Cuando citábamos a Bakunin, no resulta difícil concretar en qué consiste lo de “los grandes imperios que se sostienen mediante la violencia y el crimen”. Todos aquellos relacionados con la historia del anarquismo y la transición recuerdan perfectamente episodios históricos como el Caso Scala, un atentado de esos que se denomina “de falsa bandera”, que tienen como objetivo justificar la represión o desactivar movimientos que representan un peligro para el orden hegemónico. Con el paso de los años se ha desmontado el mito de la “Transición pacífica”, cuyo balance de víctimas se cifra entre 600 y 800 muertos y más de 2.000 heridos. Incluso investigaciones recientes, como las de Xavier Casals, demuestran que el famoso referéndum de la Constitución resultó fraudulento, puesto que no llegó a votar ni la mitad del censo. Existen bastantes dudas sobre la verdadera autoría de los atentados del 17 de agosto en las Ramblas de Barcelona y en Cambrils, en los que la gestión de la información, la suposición que el cerebro de la trama era un confidente policial, y algunos medios de comunicación parecían tener las noticias escritas antes de que sucedieran hacen pensar que el estado lo preparó todo para evitar el Referéndum. Pero si bien esto último se halla dentro de la especulación, lo que está demostrado, incluso por una comisión del Congreso de los Diputados, es el de la Operación Cataluña, una trama de una policía paralela destinada a fabricar noticias falsas con el ánimo de arruinar reputaciones personales, persecución a disidentes, escuchas ilegales, y toda una serie de actos que son los clásicos de las dictaduras y muy propias de la antigua Stasi. Hasta la fecha, la única persona procesada ante estos hechos ha sido la periodista que destapó el escándalo.
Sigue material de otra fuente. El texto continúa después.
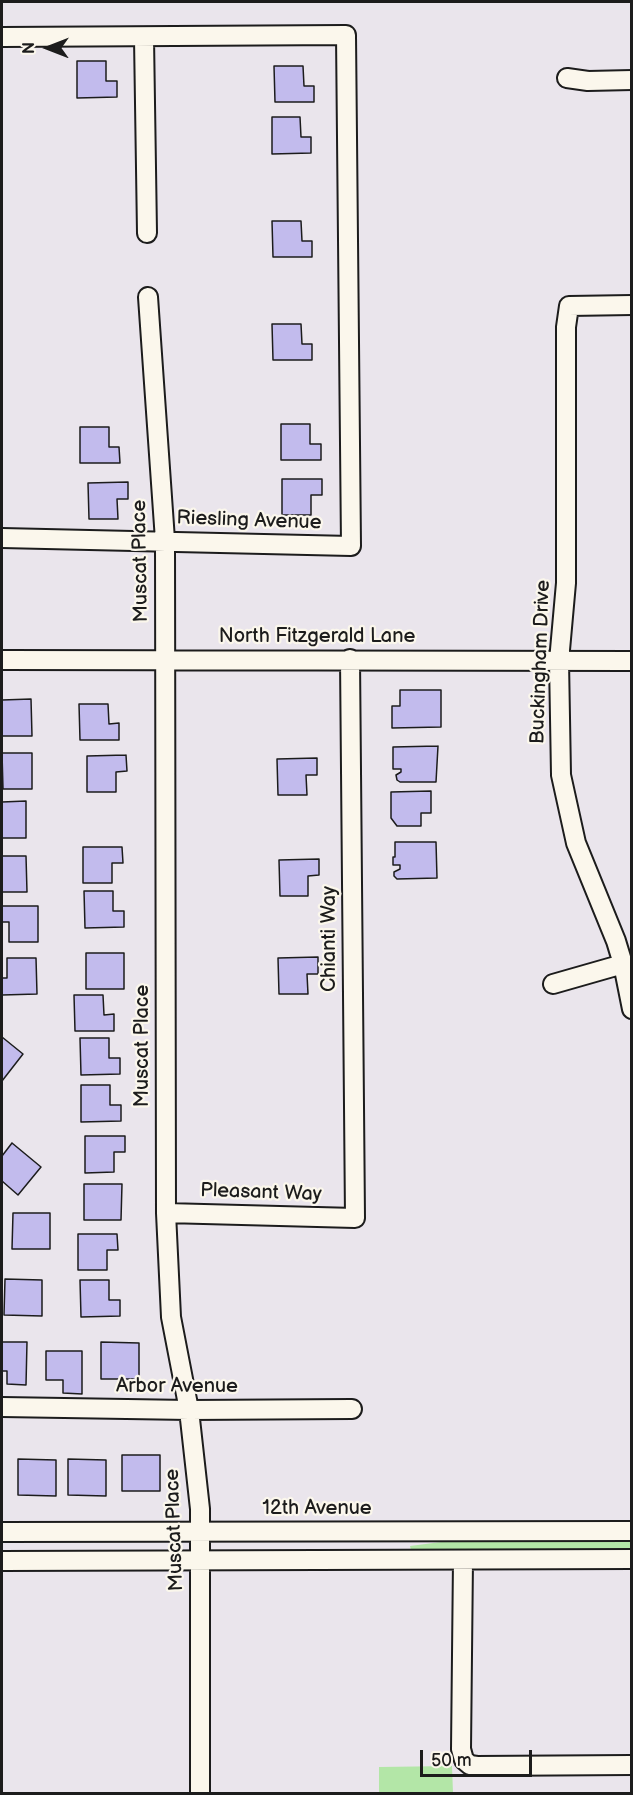 <!DOCTYPE html>
<style>
body{margin:0}
#map{position:relative;width:633px;height:1795px;overflow:hidden;background:#eae5ec;font-family:"Balsamiq Sans",sans-serif}
canvas{display:block}
.frame{position:absolute;inset:0;border:3px solid #1c1c1c;pointer-events:none}
.north{position:absolute;left:18px;top:18px;width:60px;height:60px;-webkit-text-stroke:4px #fbf7ec;paint-order:stroke;rotate:270deg;font-size:16px;font-weight:700;line-height:24px;text-align:center;color:#1c1c1c}
.north::after{content:'';display:block;margin:auto;width:21px;height:27px;background:#1c1c1c;clip-path:polygon(50% 0,100% 100%,50% 72%,0 100%)}
.scale{position:absolute;left:420px;top:1750px;width:112px;height:27px;box-sizing:border-box;border:3px solid #1c1c1c;border-top:0;padding-left:8px;font-size:18px;line-height:21px;white-space:nowrap;color:#1c1c1c;-webkit-text-stroke:4px #fbf7ec;paint-order:stroke}
</style>
<div id="map">
<canvas width="633" height="1795"></canvas>
<div class="frame"></div>
<div class="north">N</div>
<div class="scale">50 m</div>
</div>
<script>
const ctx = document.querySelector('canvas').getContext('2d');
ctx.lineJoin = 'round';
function paint(path, color) {
  ctx.fillStyle = color;
  ctx.fill(path, 'evenodd');
}
function toPath(rows) {
  const path = new Path2D();
  for (const r of rows) {
    path.moveTo(r[0], r[1]);
    for (let i = 2; i < r.length; i += 2) path.lineTo(r[i], r[i + 1]);
  }
  return path;
}
function trace(path, color, width, dash) {
  ctx.strokeStyle = color;
  ctx.lineWidth = width;
  ctx.lineCap = dash ? 'butt' : 'round';
  ctx.setLineDash(dash || []);
  ctx.stroke(path);
}
function label(font, color, halo, rows, align = 'center') {
  ctx.font = font + ' "Balsamiq Sans",sans-serif';
  ctx.lineWidth = 4.5;
  ctx.setLineDash([]);
  ctx.textBaseline = 'middle';
  ctx.strokeStyle = halo;
  ctx.fillStyle = color;
  for (const [text, x, y, turn = 0] of rows) {
    ctx.save();
    ctx.translate(x, y);
    ctx.rotate((+turn || 0) * Math.PI / 180);
    ctx.textAlign = isNaN(turn) ? turn : align;
    if (halo) ctx.strokeText(text, 0, 0);
    ctx.fillText(text, 0, 0);
    ctx.restore();
  }
}
paint(toPath([
 [632,1540,631,1552,411,1550,410,1546,441,1542],
 [452,1766,453,1793,379,1793,379,1767]
]), '#b3e6a7');
const building = toPath([
 [77,61,106,61,106,81,117,81,117,97,77,98,77,61],
 [274,66,303,66,304,86,314,86,314,102,275,102,274,66],
 [272,117,300,117,301,137,311,137,311,153,272,154,272,117],
 [272,221,301,221,302,241,312,241,312,257,273,257,272,221],
 [272,324,301,324,302,344,312,344,312,360,273,360,272,324],
 [281,424,310,424,310,444,321,444,321,460,281,460,281,424],
 [80,427,109,427,109,447,119,447,120,463,80,463,80,427],
 [282,479,322,479,322,495,311,495,311,515,282,515,282,479],
 [128,482,128,499,117,499,118,519,89,519,88,483,128,482],
 [400,690,441,690,441,727,392,728,392,706,400,706,400,690],
 [31,699,32,736,2,736,2,700,31,699],
 [79,704,108,704,109,724,119,723,119,740,80,740,79,704],
 [438,746,436,782,400,782,397,780,396,775,401,772,401,769,393,769,393,747,438,746],
 [2,753,32,753,32,789,3,789,2,753],
 [126,755,127,771,116,772,116,792,87,792,87,756,126,755],
 [317,758,317,775,306,775,307,795,278,795,277,759,317,758],
 [431,791,431,813,421,813,421,826,397,826,391,818,391,792,431,791],
 [26,801,26,838,2,838,2,802,26,801],
 [395,842,436,842,437,878,397,879,394,876,394,872,400,869,400,865,393,865,393,857,395,857,395,842],
 [83,847,122,847,123,863,112,863,112,883,83,883,83,847],
 [2,856,26,856,27,892,2,892,2,856],
 [319,859,319,875,308,876,308,896,280,896,279,860,319,859],
 [84,891,113,891,113,911,124,911,124,927,85,928,84,891],
 [2,906,38,906,38,942,9,942,9,922,2,922,2,906],
 [86,953,124,953,124,989,86,989,86,953],
 [318,957,318,974,307,974,308,994,279,994,278,958,318,957],
 [7,958,36,958,37,994,2,995,2,978,7,978,7,958],
 [74,995,103,995,104,1015,114,1014,114,1031,75,1031,74,995],
 [2,1037,23,1054,2,1081,2,1037],
 [80,1038,109,1038,109,1058,120,1058,120,1074,81,1075,80,1038],
 [81,1085,110,1085,110,1105,121,1105,121,1121,81,1122,81,1085],
 [85,1136,125,1136,125,1152,114,1152,114,1172,85,1173,85,1136],
 [12,1143,41,1167,18,1195,2,1181,2,1156,12,1143],
 [84,1184,122,1184,121,1220,84,1220,84,1184],
 [13,1213,50,1213,50,1249,12,1249,13,1213],
 [78,1234,117,1234,118,1250,107,1250,107,1270,78,1270,78,1234],
 [5,1279,42,1280,42,1316,4,1315,5,1279],
 [80,1280,109,1280,109,1300,120,1300,120,1316,81,1317,80,1280],
 [2,1342,27,1342,26,1385,7,1384,7,1371,2,1371,2,1342],
 [101,1342,139,1343,139,1379,101,1379,101,1342],
 [46,1351,82,1351,82,1394,63,1393,63,1380,46,1380,46,1351],
 [122,1455,160,1455,160,1491,122,1491,122,1455],
 [18,1459,56,1460,56,1496,18,1495,18,1459],
 [68,1459,106,1460,106,1496,68,1495,68,1459]
]);
paint(building, '#c2bbed');
trace(building, '#1c1c1c', 1.5);
const minor = toPath([
 [2,37,346,35,351,546,2,538],
 [144,38,147,233],
 [567,78,588,81,632,80],
 [148,297,165,540,166,1213,171,1317,189,1410,200,1509,200,1794],
 [632,305,569,306,566,327,566,583,559,661,561,775,576,843,616,941,623,964,632,1009],
 [2,660,632,661],
 [553,984,623,964],
 [166,1213,355,1218,350,659],
 [2,1407,189,1410,352,1409],
 [2,1532,632,1531],
 [463,1560,461,1749,464,1760,470,1765,477,1766,632,1765],
 [2,1561,632,1559]
]);
trace(minor, '#1c1c1c', 22);
trace(minor, '#fbf7ec', 18);
label('20px', '#1c1c1c', '#fbf7ec', [
 ["Riesling Avenue",249,521,2],
 ["Muscat Place",141,561,-91],
 ["North Fitzgerald Lane",317,637],
 ["Buckingham Drive",541,662,-88],
 ["Chianti Way",330,939,-90],
 ["Muscat Place",143,1046,-90],
 ["Pleasant Way",261,1193,2],
 ["Arbor Avenue",177,1387],
 ["12th Avenue",317,1509],
 ["Muscat Place",175,1530,-92]
]);
</script> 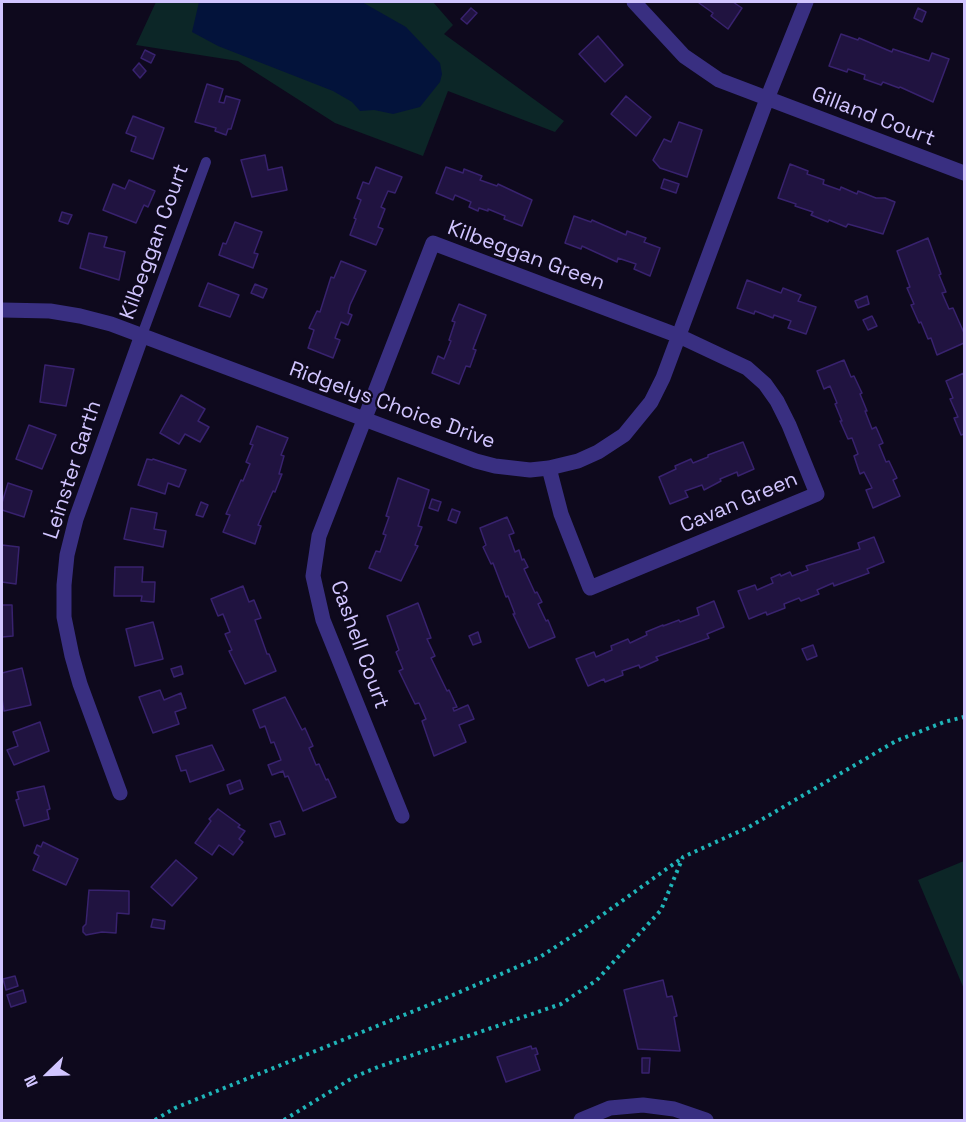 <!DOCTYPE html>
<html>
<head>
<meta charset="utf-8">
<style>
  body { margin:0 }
  #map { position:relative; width:966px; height:1122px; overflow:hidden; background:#0e091d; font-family:"Space Grotesk",sans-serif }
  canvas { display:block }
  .frame { position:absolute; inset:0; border:3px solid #d1c5ff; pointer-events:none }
  .north { position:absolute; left:18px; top:1044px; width:60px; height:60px; -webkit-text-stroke:4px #0e091d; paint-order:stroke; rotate:247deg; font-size:16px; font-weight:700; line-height:24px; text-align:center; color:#d1c5ff }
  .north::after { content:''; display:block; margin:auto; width:21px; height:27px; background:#d1c5ff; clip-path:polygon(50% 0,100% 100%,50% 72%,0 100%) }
</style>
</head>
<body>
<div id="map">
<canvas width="966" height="1122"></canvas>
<div class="frame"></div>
<div class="north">N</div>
</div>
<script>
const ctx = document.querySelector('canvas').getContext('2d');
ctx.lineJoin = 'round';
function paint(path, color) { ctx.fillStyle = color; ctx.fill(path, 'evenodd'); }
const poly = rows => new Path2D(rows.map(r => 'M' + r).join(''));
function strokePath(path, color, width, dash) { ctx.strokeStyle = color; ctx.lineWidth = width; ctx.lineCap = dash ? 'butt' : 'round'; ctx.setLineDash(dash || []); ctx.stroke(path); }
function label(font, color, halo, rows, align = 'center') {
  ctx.font = font + ' "Space Grotesk",sans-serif'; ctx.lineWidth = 4.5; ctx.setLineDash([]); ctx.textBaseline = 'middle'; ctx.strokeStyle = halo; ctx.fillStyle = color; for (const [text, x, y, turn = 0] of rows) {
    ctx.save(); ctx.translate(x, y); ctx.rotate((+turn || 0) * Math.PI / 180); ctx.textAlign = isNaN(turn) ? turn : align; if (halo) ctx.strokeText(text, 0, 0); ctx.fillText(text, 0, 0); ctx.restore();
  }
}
const green = poly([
  [156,2,433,2,453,25,444,34,564,121,555,132,448,91,423,156,335,123,238,61,136,45],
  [964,861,964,989,918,880]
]);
const water = poly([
  [199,2,362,2,406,27,440,63,442,74,440,82,420,107,393,114,374,110,360,111,352,102,333,91,218,46,192,32]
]);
const building = poly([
  [700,2,733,2,742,8,728,29,711,16,713,13,699,3,700,2],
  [471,8,477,13,467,24,461,19,471,8],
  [918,8,926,12,922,22,914,18,918,8],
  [841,34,858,40,859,38,892,52,893,49,929,61,932,53,949,59,933,102,900,87,899,88,883,82,881,85,864,79,865,75,848,69,847,72,829,66,841,34],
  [598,36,623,65,605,82,579,54,598,36],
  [145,50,155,55,151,63,141,58,145,50],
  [139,63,146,71,140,78,133,70,139,63],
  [207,84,223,89,219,102,224,103,226,96,240,100,231,129,228,129,226,135,215,131,216,128,195,122,207,84],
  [626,96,651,117,636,136,611,114,626,96],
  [133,116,164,128,153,159,131,151,136,137,126,133,133,116],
  [679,122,702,130,687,177,660,168,653,160,664,139,671,142,679,122],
  [265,155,268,170,282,167,287,190,252,197,241,160,265,155],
  [790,164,808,171,807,174,824,180,823,184,840,190,841,187,857,194,858,191,876,198,885,198,895,202,883,234,848,224,846,227,829,220,828,222,811,215,813,212,795,206,796,204,778,198,790,164],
  [376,167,402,177,395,193,388,191,381,207,385,209,378,227,383,229,376,245,350,235,356,219,354,218,361,200,357,198,363,182,369,184,376,167],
  [446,167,463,173,464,169,482,176,480,180,497,186,498,184,532,200,522,226,504,219,505,216,488,209,488,211,479,208,478,211,469,207,471,202,455,195,453,200,436,193,446,167],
  [664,179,679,184,676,193,661,188,664,179],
  [129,180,155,191,148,207,144,205,136,223,103,210,113,184,125,189,129,180],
  [62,212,72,215,68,224,59,221,62,212],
  [574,216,591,222,592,220,626,235,627,231,646,238,644,242,660,248,650,276,634,269,636,264,618,258,617,262,582,246,581,249,565,243,574,216],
  [235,222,262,232,254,253,258,254,253,268,219,255,223,243,226,244,235,222],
  [89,233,107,237,104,247,125,252,119,280,80,268,89,233],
  [928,238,941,274,939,275,946,292,942,293,949,309,953,308,964,333,964,343,937,355,931,338,928,339,921,322,919,323,911,305,914,304,907,288,910,287,897,251,928,238],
  [341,261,366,271,350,305,348,313,352,315,348,325,341,322,335,338,340,340,333,358,308,348,314,330,309,328,317,311,320,312,331,277,334,278,341,261],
  [747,280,781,293,783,288,801,295,798,301,816,307,806,334,788,328,791,321,774,315,773,318,755,311,754,314,737,308,747,280],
  [208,283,239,295,230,317,199,306,208,283],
  [255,284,267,289,263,298,251,293,255,284],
  [867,296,869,304,858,308,855,301,867,296],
  [459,304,486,315,473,349,476,350,470,367,466,366,459,384,432,373,438,356,444,359,451,341,449,340,455,322,452,321,459,304],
  [872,316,877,326,868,330,863,320,872,316],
  [844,360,851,377,854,376,862,393,860,394,867,411,865,411,872,429,876,427,883,443,879,445,886,462,889,461,897,478,893,480,900,496,873,508,866,490,872,488,864,472,860,474,854,456,858,454,852,438,848,439,840,421,842,421,835,404,837,403,830,386,824,389,817,371,844,360],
  [45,365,74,369,66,406,40,402,45,365],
  [964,373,964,434,961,435,954,418,958,417,950,399,953,398,946,381,964,373],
  [181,395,205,409,198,421,209,427,200,442,185,434,179,444,160,433,181,395],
  [29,425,56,435,42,469,16,459,29,425],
  [257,426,288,438,281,455,284,456,279,474,282,474,275,492,273,491,258,525,261,526,255,544,223,532,230,515,226,514,241,480,243,481,250,464,246,462,253,445,250,444,257,426],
  [743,442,754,469,738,476,737,472,720,479,721,481,704,490,702,485,685,491,688,497,670,504,659,477,676,469,675,466,691,459,693,463,708,457,708,455,743,442],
  [147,459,152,460,153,459,186,470,179,487,168,483,165,494,138,485,147,459],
  [398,478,429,490,418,526,422,527,415,545,418,546,401,581,369,568,376,551,380,552,386,535,383,534,389,517,386,516,398,478],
  [8,483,32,491,24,517,2,510,2,503,8,483],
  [432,499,441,502,438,511,429,508,432,499],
  [201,502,208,505,203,517,196,515,201,502],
  [131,508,157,513,154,529,166,531,163,547,124,539,131,508],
  [452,509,460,512,456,523,448,520,452,509],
  [507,517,514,533,509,535,515,552,519,550,522,560,524,559,528,567,524,569,535,593,537,592,542,602,538,604,546,621,548,620,555,637,529,648,513,614,515,614,508,596,506,597,493,563,491,564,483,547,486,545,480,528,507,517],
  [874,537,884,562,867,569,869,573,834,586,833,583,817,590,819,594,801,601,799,598,784,604,785,608,767,615,766,612,749,619,738,591,755,585,757,590,773,583,771,578,780,574,781,576,790,572,792,576,808,570,806,566,860,549,858,543,874,537],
  [2,545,19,547,16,584,2,582,2,545],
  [115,567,143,567,142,582,155,582,154,602,141,601,142,596,114,596,115,567],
  [243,586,249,602,254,600,261,618,255,620,267,654,269,654,276,671,245,684,229,651,232,650,225,634,230,632,223,614,218,616,211,599,243,586],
  [714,601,724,627,707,634,709,638,656,657,658,660,640,668,639,665,622,671,623,675,605,682,604,679,588,686,576,659,594,652,596,657,612,650,611,646,628,639,630,643,647,635,646,632,663,625,663,626,679,620,680,622,699,615,697,608,714,601],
  [418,603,431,638,427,639,435,656,431,658,447,691,449,690,457,707,453,708,454,711,468,705,474,719,459,725,466,742,434,756,422,721,426,719,419,703,415,704,399,671,403,669,396,652,399,650,387,616,418,603],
  [2,605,12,605,13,636,2,637,2,605],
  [153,622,163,659,135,666,126,629,153,622],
  [478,632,481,642,473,645,469,636,478,632],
  [813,645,817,656,807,660,802,649,813,645],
  [181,666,183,674,174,677,171,669,181,666],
  [22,668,31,705,4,711,2,698,2,673,22,668],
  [160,690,164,700,181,693,186,708,175,712,179,724,153,733,139,697,160,690],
  [285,697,302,730,305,728,313,746,309,748,316,765,319,764,326,780,328,779,336,797,303,811,288,776,285,777,283,771,272,775,268,765,281,760,274,742,271,743,265,726,260,728,253,710,285,697],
  [40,722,49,751,14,765,7,750,18,746,13,732,40,722],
  [212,745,224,770,190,782,186,770,181,771,176,756,212,745],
  [240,780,243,789,230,794,227,785,240,780],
  [44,786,50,809,47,810,49,819,24,826,16,800,19,799,17,792,44,786],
  [218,809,240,825,238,827,245,831,239,839,243,842,233,855,219,845,212,855,195,843,211,821,209,819,218,809],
  [280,821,285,834,275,837,270,824,280,821],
  [43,842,78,859,66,885,33,870,39,856,34,853,37,845,41,847,43,842],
  [176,860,197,878,172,906,151,887,176,860],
  [89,890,129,891,129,914,117,913,116,933,102,932,86,935,83,932,83,927,86,924,89,890],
  [153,919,165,921,164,929,151,927,153,919],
  [15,976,18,986,6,990,3,979,15,976],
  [663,980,667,997,672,996,677,1016,674,1017,680,1051,638,1049,624,990,663,980],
  [23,990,26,1002,11,1007,7,995,23,990],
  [531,1046,532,1049,536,1048,538,1054,535,1055,540,1070,506,1082,497,1057,531,1046],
  [642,1058,650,1058,649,1073,642,1073,642,1058]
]);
const path = poly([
  [155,1120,175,1108,446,998,540,957,577,933,682,858],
  [284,1120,354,1077,378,1067,561,1004,597,980,661,910,683,857,749,827,896,741,944,722,964,717]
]);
const service = poly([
  [142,335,206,162]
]);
const minor = poly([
  [634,2,684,56,719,80,964,173],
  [2,310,50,311,80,316,111,324,476,461,495,466,530,470,549,468,578,461,598,452,624,435,651,402,663,378,767,99,806,2],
  [120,793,80,684,72,656,64,617,64,585,67,555,76,519,142,335],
  [402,816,323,620,313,576,319,536,433,243,679,336,747,368,765,384,777,401,789,425,817,494,590,588,561,514,549,468],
  [581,1120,610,1108,643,1105,674,1109,706,1120]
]);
const streetNames = [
  ["Gilland Court",873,117,21],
  ["Kilbeggan Court",155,242,-70],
  ["Kilbeggan Green",526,256,20],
  ["Ridgelys Choice Drive",392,406,20],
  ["Leinster Garth",73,470,-72],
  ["Cavan Green",739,503,-23],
  ["Cashell Court",359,645,70]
];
paint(green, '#0c2627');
paint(water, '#03133b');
paint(building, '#201340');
strokePath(building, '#38226e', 1.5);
strokePath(path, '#1fb4b8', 4, [3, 4.5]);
strokePath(service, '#392f81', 10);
strokePath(minor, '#392f81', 15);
label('21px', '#d1c5ff', '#0e091d', streetNames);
</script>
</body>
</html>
Hasta la fecha, lo que resulta algo insoportable en una democracia, cuenta con el silencio mayoritario de una prensa que demuestra claramente su dependencia orgánica del Ibex 35, la matriz en la que se emboscan las élites extractivas del Estado, solaz de viejos franquistas, sus descendientes y colaboradores.
¿Por qué Cataluña? Sería fácil hablar de la endémica catalanofobia que sirve al Estado para cohesionar su propio nacionalismo, la necesidad del enemigo interior al más puro estilo de los judíos, aunque también al más puro estilo de cuando se pretende criminalizar a alguien (y deshumanizarlo) o también se le puede denominar “rojo” o “anarquista”. Desde un punto de vista histórico está claro. En 1939 buena parte de la sociedad catalana pudo huir, por la frontera, de la represión. Ello implicaba buena parte de los intelectuales, los cuadros técnicos, políticos y sindicales. En muchos otros lugares, como Valencia o Andalucía, de gran tradición libertaria o republicana, no hubo posibilidad de huida, y el exterminio (el holocausto español, según el acertado título de Paul Preston) acabó con la disidencia en las cunetas (de ahí el escaso interés a que se desentierren los muertos y se destapen los crímenes del Estado). E incluso muchos de los supervivientes, considerados como una especie de intocables en sus propios pueblos, acabaron emigrando hacia Cataluña.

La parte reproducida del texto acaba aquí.